> [Your instructions] Each entry is to be given again word for word; images are dropped.

[[ Task data open ]]

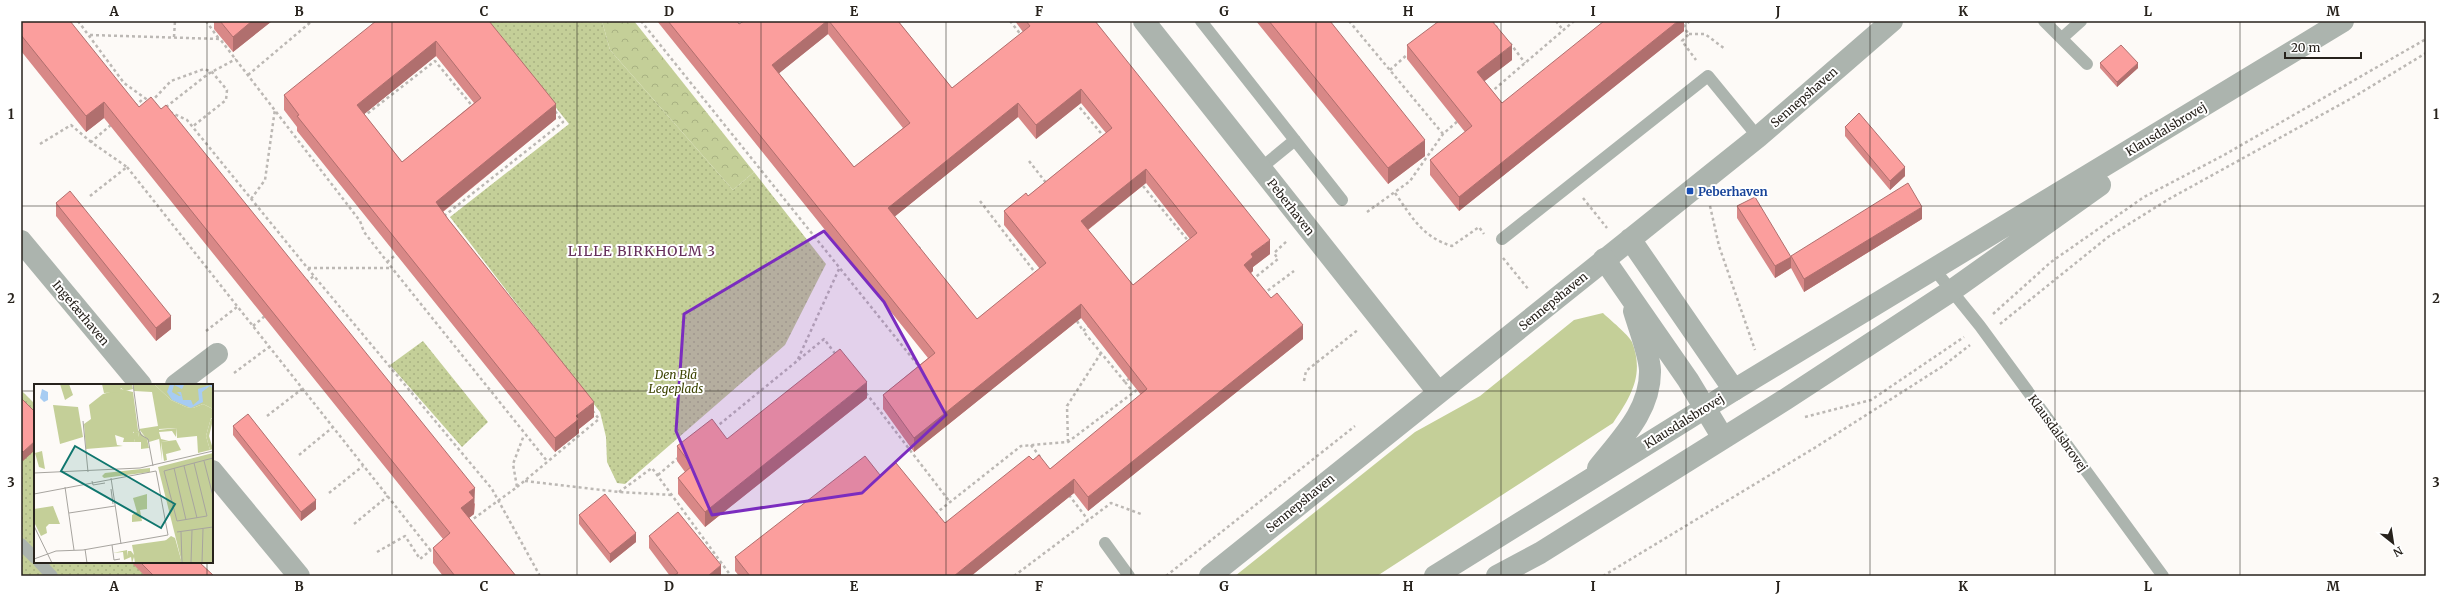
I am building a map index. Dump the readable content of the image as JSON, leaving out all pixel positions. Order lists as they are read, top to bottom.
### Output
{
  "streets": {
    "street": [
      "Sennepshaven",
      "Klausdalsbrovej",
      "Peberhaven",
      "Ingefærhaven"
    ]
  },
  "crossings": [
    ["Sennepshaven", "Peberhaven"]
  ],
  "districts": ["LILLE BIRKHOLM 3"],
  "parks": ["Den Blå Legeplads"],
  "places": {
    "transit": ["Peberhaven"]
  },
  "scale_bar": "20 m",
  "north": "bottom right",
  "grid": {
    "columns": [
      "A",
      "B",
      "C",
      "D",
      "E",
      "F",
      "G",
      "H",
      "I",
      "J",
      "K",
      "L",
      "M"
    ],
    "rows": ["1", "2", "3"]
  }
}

[[ Task data closed ]]

> [Solution to this exercise]
I am building a map index. Dump the readable content of the image as JSON, leaving out all pixel positions. Order lists as they are read, top to bottom.
### Output
{
  "streets": {
    "street": [
      "Sennepshaven",
      "Klausdalsbrovej",
      "Peberhaven",
      "Ingefærhaven"
    ]
  },
  "crossings": [
    ["Sennepshaven", "Peberhaven"]
  ],
  "districts": ["LILLE BIRKHOLM 3"],
  "parks": ["Den Blå Legeplads"],
  "places": {
    "transit": ["Peberhaven"]
  },
  "scale_bar": "20 m",
  "north": "bottom right",
  "grid": {
    "columns": [
      "A",
      "B",
      "C",
      "D",
      "E",
      "F",
      "G",
      "H",
      "I",
      "J",
      "K",
      "L",
      "M"
    ],
    "rows": ["1", "2", "3"]
  }
}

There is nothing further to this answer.